Required work: All lines of the records below that contain the word "scale" must be listed.

Provided data:
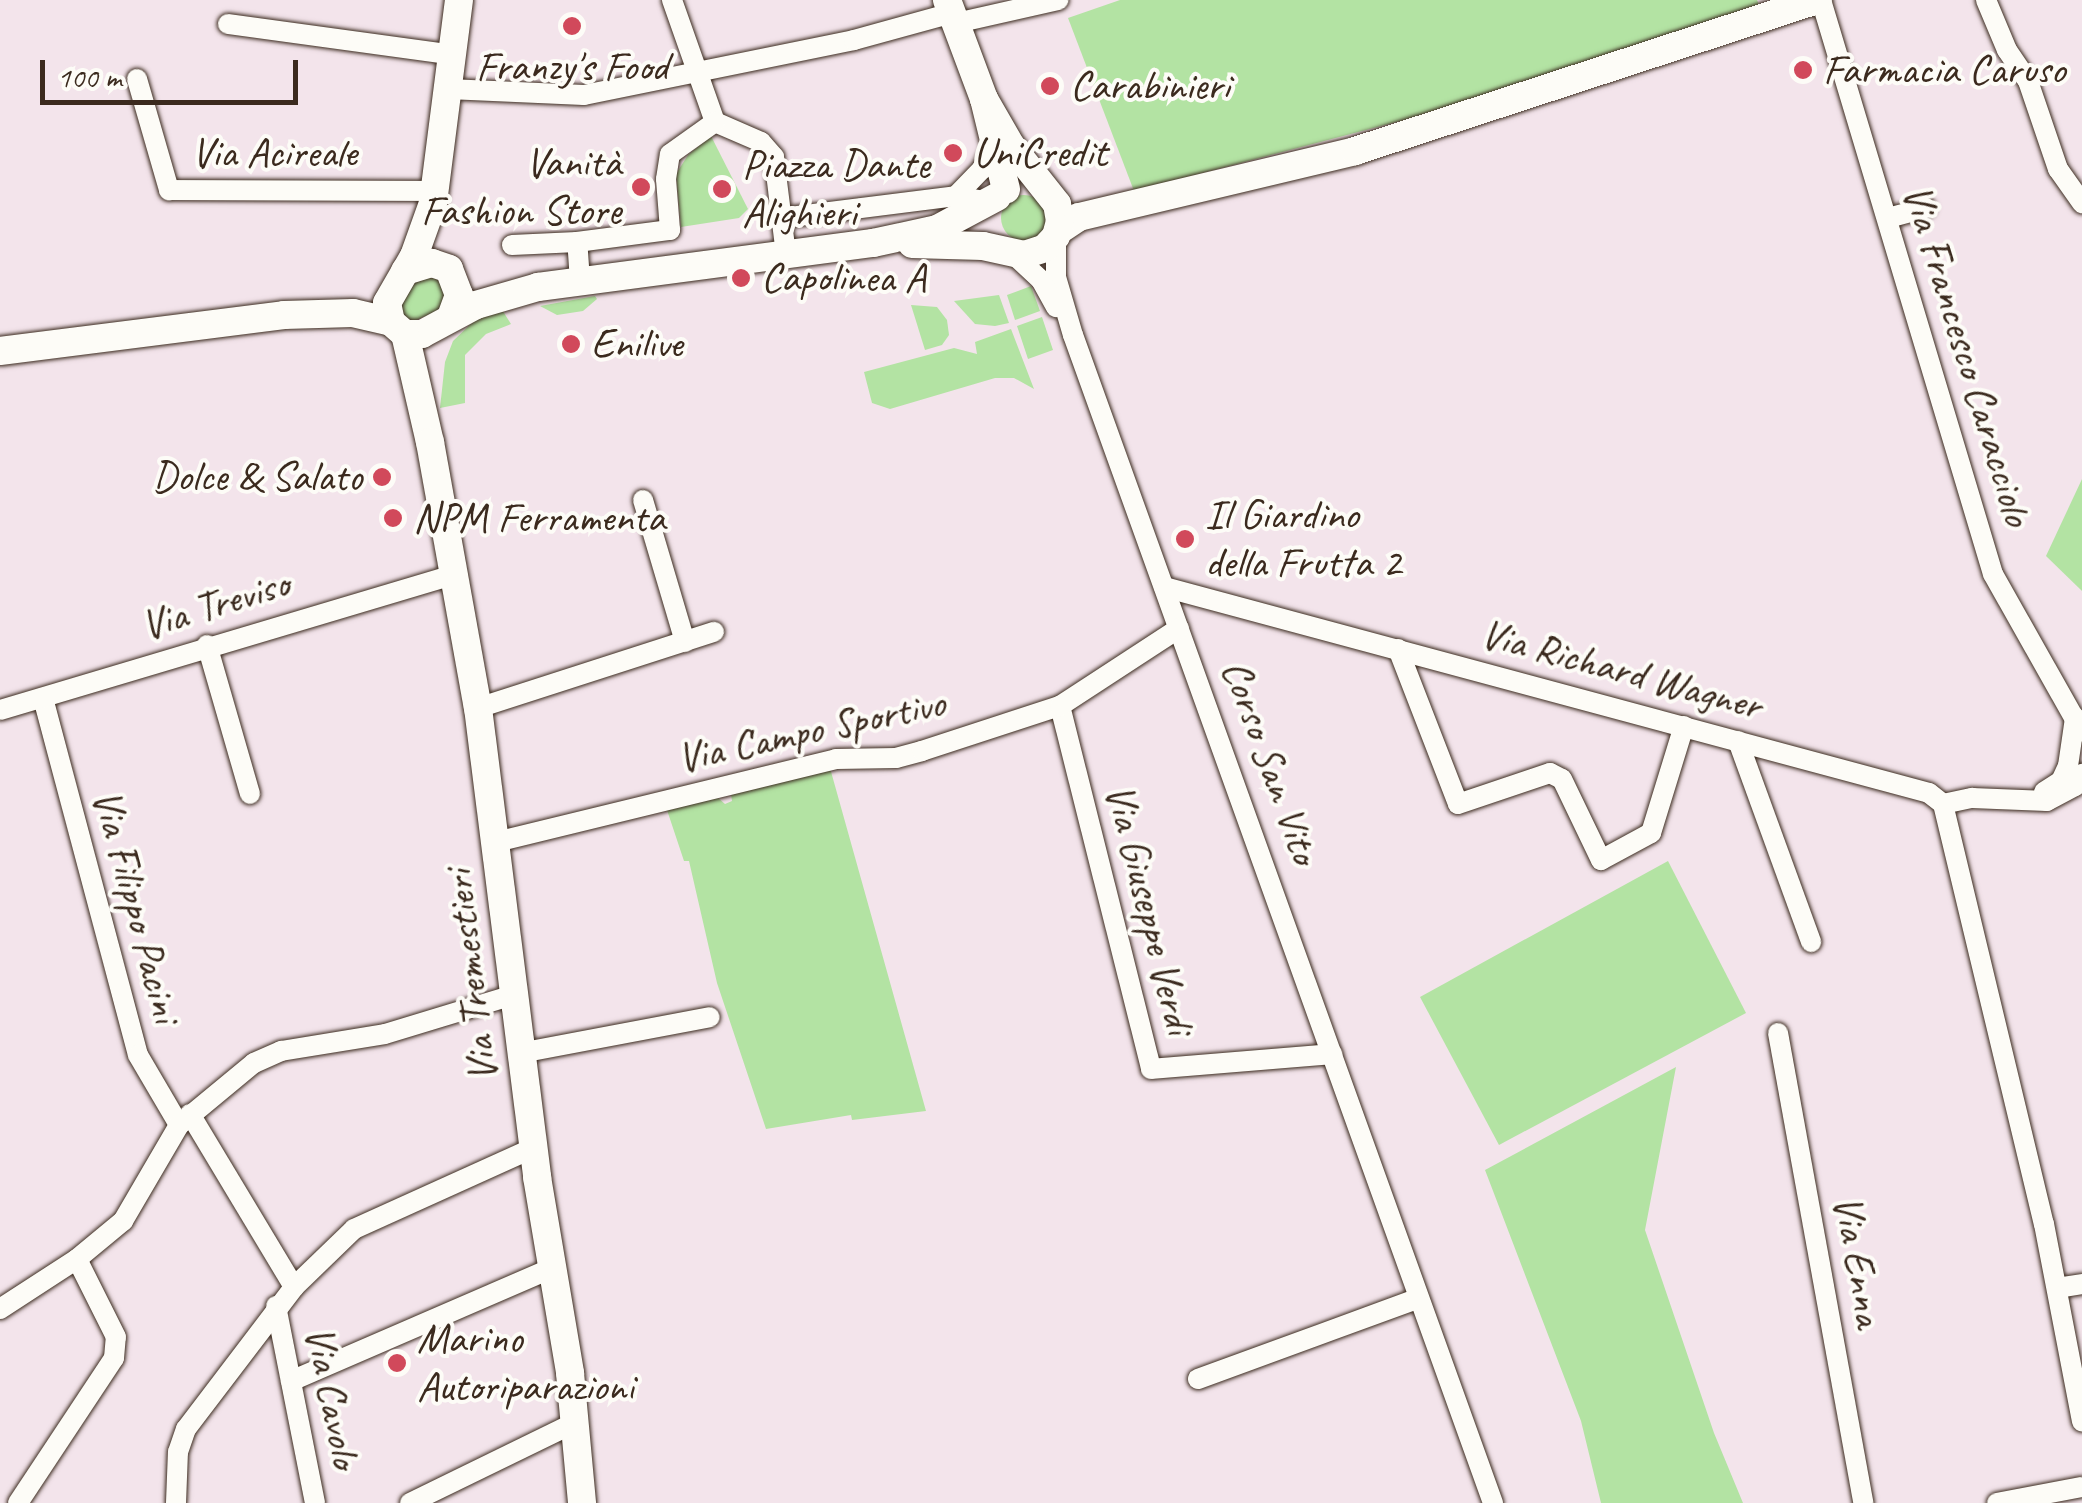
<!DOCTYPE html>
<meta charset="utf-8">
<style>
body{margin:0}
#map{position:relative;width:2082px;height:1503px;overflow:hidden;background:#f3e4eb;font-family:Caveat,sans-serif}
div>[style]{position:absolute}
.green>*{inset:0;background:#b3e3a3}
.round{border-radius:50%}
.roads{filter:drop-shadow(0 0 2px #3b2a1e) drop-shadow(0 0 2px #3b2a1e)}
.street>*{height:20px;margin:-10px;padding:0 10px;transform-origin:10px;border-radius:10px;background:#fdfcf7}
.secondary>*{height:28px;margin:-14px;padding:0 14px;transform-origin:14px;border-radius:14px;background:#fdfcf7}
.dots>*{width:28px;height:28px;translate:-50% -50%;box-sizing:border-box;border:5px solid #fdfcf7;border-radius:50%}
span{translate:-50% -50%;white-space:nowrap;text-align:center;line-height:1.15;-webkit-text-stroke:8px #fdfcf7;paint-order:stroke}
.poi-label{font-size:42px;color:#3b2a1e}
.left{translate:0 -50%;text-align:left}
.right{translate:-100% -50%;text-align:right}
.street-label{font-size:42px;color:#3b2a1e}
.scale{position:absolute;left:40px;top:60px;width:258px;height:45px;box-sizing:border-box;border:5px solid #3b2a1e;border-top:0;padding-left:12px;font-size:30px;line-height:35px;white-space:nowrap;color:#3b2a1e;-webkit-text-stroke:8px #fdfcf7;paint-order:stroke}
</style>
<div id="map">
<div class="green">
<i style="clip-path:polygon(1120px 0,1757px 0,1760px 7px,1404px 120px,1134px 191px,1068px 18px)"></i>
<i style="clip-path:polygon(711px 136px,748px 209px,739px 218px,681px 227px,676px 174px,688px 155px)"></i>
<i class="round" style="left:1001px;top:195px;width:46px;height:46px"></i>
<i style="clip-path:polygon(423px 276px,438px 277px,447px 288px,442px 309px,409px 323px,398px 306px,414px 280px)"></i>
<i style="clip-path:polygon(1031px 286px,1040px 311px,1015px 320px,1007px 295px)"></i>
<i style="clip-path:polygon(999px 295px,1009px 323px,995px 326px,975px 324px,954px 301px)"></i>
<i style="clip-path:polygon(595px 296px,597px 299px,583px 311px,557px 315px,540px 306px)"></i>
<i style="clip-path:polygon(911px 305px,937px 307px,947px 320px,949px 335px,942px 345px,925px 350px)"></i>
<i style="clip-path:polygon(501px 308px,511px 324px,486px 334px,465px 355px,465px 403px,440px 408px,445px 362px,453px 341px,477px 318px)"></i>
<i style="clip-path:polygon(1042px 317px,1053px 350px,1028px 359px,1017px 326px)"></i>
<i style="clip-path:polygon(1011px 329px,1034px 389px,1014px 378px,995px 378px,890px 409px,872px 403px,864px 372px,954px 348px,977px 354px,975px 342px)"></i>
<i style="clip-path:polygon(2082px 479px,2082px 591px,2046px 556px)"></i>
<i style="clip-path:polygon(830px 768px,926px 1111px,852px 1120px,851px 1115px,766px 1129px,717px 983px,689px 861px,684px 861px,666px 807px,717px 797px,725px 804px,732px 801px,731px 794px)"></i>
<i style="clip-path:polygon(1668px 861px,1746px 1013px,1499px 1145px,1420px 997px)"></i>
<i style="clip-path:polygon(1676px 1067px,1645px 1230px,1714px 1433px,1743px 1503px,1601px 1503px,1581px 1421px,1485px 1170px)"></i>
</div>
<div class="roads">
<div class="street">
<i style="left:672px;top:0;width:129px;rotate:70.6deg"></i>
<i style="left:715px;top:122px;width:50px;rotate:23.5deg"></i>
<i style="left:761px;top:142px;width:20px;rotate:49deg"></i>
<i style="left:774px;top:157px;width:99px;rotate:83deg"></i>
<i style="left:1821px;top:0;width:599px;rotate:73.32deg"></i>
<i style="left:1993px;top:574px;width:181px;rotate:60.6deg"></i>
<i style="left:1986px;top:0;width:54px;rotate:67.2deg"></i>
<i style="left:2007px;top:50px;width:37px;rotate:56deg"></i>
<i style="left:2028px;top:81px;width:93px;rotate:71.2deg"></i>
<i style="left:2058px;top:169px;width:42px;rotate:54.8deg"></i>
<i style="left:956px;top:23px;width:105px;rotate:-12.7deg"></i>
<i style="left:228px;top:24px;width:227px;rotate:7.8deg"></i>
<i style="left:137px;top:79px;width:116px;rotate:73.9deg"></i>
<i style="left:169px;top:190px;width:265px;rotate:0.2deg"></i>
<i style="left:448px;top:89px;width:136px;rotate:2.5deg"></i>
<i style="left:584px;top:95px;width:276px;rotate:-11.5deg"></i>
<i style="left:854px;top:40px;width:102px;rotate:-15.4deg"></i>
<i style="left:956px;top:196px;width:37px;rotate:-46deg"></i>
<i style="left:982px;top:169px;width:30px;rotate:-64deg"></i>
<i style="left:782px;top:218px;width:175px;rotate:-7.2deg"></i>
<i style="left:956px;top:196px;width:35px;rotate:10deg"></i>
<i style="left:1888px;top:218px;width:39px;rotate:-15deg"></i>
<i style="left:1056px;top:236px;width:41px;rotate:90deg"></i>
<i style="left:1056px;top:277px;width:60px;rotate:73.7deg"></i>
<i style="left:1073px;top:335px;width:1241px;rotate:70.22deg"></i>
<i style="left:512px;top:245px;width:65px;rotate:-2.6deg"></i>
<i style="left:1012px;top:253px;width:40px;rotate:43deg"></i>
<i style="left:1041px;top:280px;width:31px;rotate:61deg"></i>
<i style="left:580px;top:281px;width:39px;rotate:-94deg"></i>
<i style="left:577px;top:242px;width:94px;rotate:-7.4deg"></i>
<i style="left:670px;top:230px;width:51px;rotate:-94.5deg"></i>
<i style="left:666px;top:179px;width:25px;rotate:-81deg"></i>
<i style="left:670px;top:154px;width:55px;rotate:-35.4deg"></i>
<i style="left:643px;top:500px;width:148px;rotate:73.5deg"></i>
<i style="left:1164px;top:587px;width:792px;rotate:15.07deg"></i>
<i style="left:1929px;top:793px;width:18px;rotate:38deg"></i>
<i style="left:1943px;top:804px;width:432px;rotate:76.5deg"></i>
<i style="left:2044px;top:1224px;width:201px;rotate:79.1deg"></i>
<i style="left:207px;top:645px;width:155px;rotate:73.9deg"></i>
<i style="left:1398px;top:649px;width:166px;rotate:68.8deg"></i>
<i style="left:1458px;top:804px;width:97px;rotate:-18.6deg"></i>
<i style="left:1550px;top:773px;width:13px;rotate:27deg"></i>
<i style="left:1562px;top:779px;width:90px;rotate:64.3deg"></i>
<i style="left:1601px;top:860px;width:57px;rotate:-28.4deg"></i>
<i style="left:1651px;top:833px;width:112px;rotate:-72.9deg"></i>
<i style="left:43px;top:698px;width:369px;rotate:75.1deg"></i>
<i style="left:138px;top:1055px;width:81px;rotate:59.6deg"></i>
<i style="left:1060px;top:706px;width:374px;rotate:75.9deg"></i>
<i style="left:1151px;top:1069px;width:182px;rotate:-4.7deg"></i>
<i style="left:478px;top:708px;width:248px;rotate:-17.9deg"></i>
<i style="left:0;top:710px;width:473px;rotate:-16.6deg"></i>
<i style="left:1738px;top:741px;width:214px;rotate:70deg"></i>
<i style="left:2044px;top:792px;width:20px;rotate:-33deg"></i>
<i style="left:2061px;top:781px;width:17px;rotate:-65deg"></i>
<i style="left:2068px;top:766px;width:49px;rotate:-81.7deg"></i>
<i style="left:1943px;top:804px;width:30px;rotate:-12deg"></i>
<i style="left:1972px;top:798px;width:75px;rotate:2.3deg"></i>
<i style="left:2047px;top:801px;width:32px;rotate:-28deg"></i>
<i style="left:2075px;top:786px;width:14px;rotate:-60deg"></i>
<i style="left:496px;top:842px;width:350px;rotate:-13.7deg"></i>
<i style="left:836px;top:759px;width:60px;rotate:-1deg"></i>
<i style="left:896px;top:758px;width:27px;rotate:-15deg"></i>
<i style="left:922px;top:751px;width:145px;rotate:-18.1deg"></i>
<i style="left:1060px;top:706px;width:142px;rotate:-33.2deg"></i>
<i style="left:1778px;top:1033px;width:478px;rotate:79.7deg"></i>
<i style="left:520px;top:1053px;width:193px;rotate:-10.7deg"></i>
<i style="left:190px;top:1114px;width:202px;rotate:59deg"></i>
<i style="left:2057px;top:1288px;width:25px;rotate:-9deg"></i>
<i style="left:276px;top:1306px;width:201px;rotate:78.8deg"></i>
<i style="left:0;top:1309px;width:92px;rotate:-33deg"></i>
<i style="left:1198px;top:1379px;width:235px;rotate:-20.1deg"></i>
<i style="left:291px;top:1381px;width:284px;rotate:-23.4deg"></i>
<i style="left:18px;top:1503px;width:174px;rotate:-56.5deg"></i>
<i style="left:114px;top:1358px;width:21px;rotate:-85deg"></i>
<i style="left:116px;top:1337px;width:87px;rotate:-116.6deg"></i>
<i style="left:77px;top:1259px;width:60px;rotate:-39.6deg"></i>
<i style="left:123px;top:1221px;width:111px;rotate:-59.7deg"></i>
<i style="left:179px;top:1125px;width:97px;rotate:-39.6deg"></i>
<i style="left:254px;top:1063px;width:30px;rotate:-24deg"></i>
<i style="left:281px;top:1051px;width:105px;rotate:-9.3deg"></i>
<i style="left:385px;top:1034px;width:134px;rotate:-16.9deg"></i>
<i style="left:176px;top:1503px;width:51px;rotate:-87.8deg"></i>
<i style="left:178px;top:1452px;width:24px;rotate:-71deg"></i>
<i style="left:186px;top:1429px;width:178px;rotate:-52.7deg"></i>
<i style="left:294px;top:1287px;width:83px;rotate:-44deg"></i>
<i style="left:354px;top:1229px;width:196px;rotate:-24.3deg"></i>
<i style="left:410px;top:1503px;width:185px;rotate:-26deg"></i>
<i style="left:1997px;top:1503px;width:86px;rotate:-10.7deg"></i>
</div>
<div class="secondary">
<i style="left:459px;top:0;width:205px;rotate:97.3deg"></i>
<i style="left:433px;top:203px;width:56px;rotate:109.7deg"></i>
<i style="left:414px;top:256px;width:54px;rotate:119.9deg"></i>
<i style="left:387px;top:303px;width:19px;rotate:78deg"></i>
<i style="left:391px;top:322px;width:18px;rotate:41deg"></i>
<i style="left:405px;top:334px;width:17px"></i>
<i style="left:422px;top:334px;width:61px;rotate:-28.2deg"></i>
<i style="left:476px;top:305px;width:65px;rotate:-16.2deg"></i>
<i style="left:538px;top:287px;width:338px;rotate:-7.5deg"></i>
<i style="left:873px;top:243px;width:66px;rotate:-12.3deg"></i>
<i style="left:937px;top:229px;width:68px;rotate:-28.1deg"></i>
<i style="left:947px;top:0;width:106px;rotate:69.5deg"></i>
<i style="left:984px;top:99px;width:93px;rotate:76.3deg"></i>
<i style="left:1058px;top:231px;width:25px;rotate:-34deg"></i>
<i style="left:1079px;top:217px;width:284px;rotate:-13.4deg"></i>
<i style="left:1355px;top:151px;width:487px;rotate:-18.1deg"></i>
<i style="left:912px;top:244px;width:71px;rotate:1.6deg"></i>
<i style="left:983px;top:246px;width:42px;rotate:12.4deg"></i>
<i style="left:1024px;top:255px;width:22px;rotate:-18deg"></i>
<i style="left:1045px;top:248px;width:16px;rotate:-47deg"></i>
<i style="left:1056px;top:236px;width:16px;rotate:-75deg"></i>
<i style="left:1060px;top:221px;width:17px;rotate:-100deg"></i>
<i style="left:1057px;top:204px;width:74px;rotate:-128.4deg"></i>
<i style="left:1011px;top:146px;width:54px;rotate:-119.9deg"></i>
<i style="left:405px;top:271px;width:28px;rotate:-17deg"></i>
<i style="left:432px;top:263px;width:18px;rotate:19deg"></i>
<i style="left:449px;top:269px;width:28px;rotate:69deg"></i>
<i style="left:459px;top:295px;width:23px;rotate:110deg"></i>
<i style="left:405px;top:334px;width:111px;rotate:77deg"></i>
<i style="left:430px;top:442px;width:270px;rotate:79.8deg"></i>
<i style="left:478px;top:708px;width:473px;rotate:82.8deg"></i>
<i style="left:537px;top:1177px;width:199px;rotate:80.4deg"></i>
<i style="left:570px;top:1373px;width:131px;rotate:84.7deg"></i>
<i style="left:0;top:351px;width:286px;rotate:-7.2deg"></i>
<i style="left:284px;top:315px;width:69px;rotate:-1.7deg"></i>
<i style="left:353px;top:313px;width:39px;rotate:13deg"></i>
</div>
</div>
<div class="dots">
<i style="left:572px;top:26px;background:#d1495b"></i>
<i style="left:1803px;top:70px;background:#d1495b"></i>
<i style="left:1050px;top:86px;background:#d1495b"></i>
<i style="left:953px;top:153px;background:#d1495b"></i>
<i style="left:641px;top:187px;background:#d1495b"></i>
<i style="left:722px;top:189px;background:#d1495b"></i>
<i style="left:741px;top:278px;background:#d1495b"></i>
<i style="left:571px;top:344px;background:#d1495b"></i>
<i style="left:382px;top:477px;background:#d1495b"></i>
<i style="left:393px;top:518px;background:#d1495b"></i>
<i style="left:1185px;top:539px;background:#d1495b"></i>
<i style="left:397px;top:1363px;background:#d1495b"></i>
</div>
<div class="poi-label">
<span style="left:572px;top:67px">Franzy's Food</span>
<span class="left" style="left:1823px;top:70px">Farmacia Caruso</span>
<span class="left" style="left:1070px;top:86px">Carabinieri</span>
<span class="left" style="left:973px;top:153px">UniCredit</span>
<span class="right" style="left:621px;top:187px">Vanità<br>Fashion Store</span>
<span class="left" style="left:742px;top:189px">Piazza Dante<br>Alighieri</span>
<span class="left" style="left:761px;top:278px">Capolinea A</span>
<span class="left" style="left:591px;top:344px">Enilive</span>
<span class="right" style="left:362px;top:477px">Dolce &amp; Salato</span>
<span class="left" style="left:1205px;top:539px">Il Giardino<br>della Frutta 2</span>
<span class="left" style="left:413px;top:518px">NPM Ferramenta</span>
<span class="left" style="left:417px;top:1363px">Marino<br>Autoriparazioni</span>
</div>
<div class="street-label">
<span style="left:274px;top:153px">Via Acireale</span>
<span style="left:1967px;top:355px;rotate:73deg">Via Francesco Caracciolo</span>
<span style="left:215px;top:605px;rotate:-17deg">Via Treviso</span>
<span style="left:1621px;top:670px;rotate:15deg">Via Richard Wagner</span>
<span style="left:811px;top:731px;rotate:-12deg">Via Campo Sportivo</span>
<span style="left:1270px;top:762px;rotate:70deg">Corso San Vito</span>
<span style="left:136px;top:906px;rotate:75deg">Via Filippo Pacini</span>
<span style="left:1149px;top:909px;rotate:76deg">Via Giuseppe Verdi</span>
<span style="left:471px;top:976px;rotate:-97deg">Via Tremestieri</span>
<span style="left:1858px;top:1261px;rotate:80deg">Via Enna</span>
<span style="left:332px;top:1397px;rotate:79deg">Via Cavolo</span>
</div>
<div class="scale">100 m</div>
</div>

Completed exercise:
.scale{position:absolute;left:40px;top:60px;width:258px;height:45px;box-sizing:border-box;border:5px solid #3b2a1e;border-top:0;padding-left:12px;font-size:30px;line-height:35px;white-space:nowrap;color:#3b2a1e;-webkit-text-stroke:8px #fdfcf7;paint-order:stroke}
<div class="scale">100 m</div>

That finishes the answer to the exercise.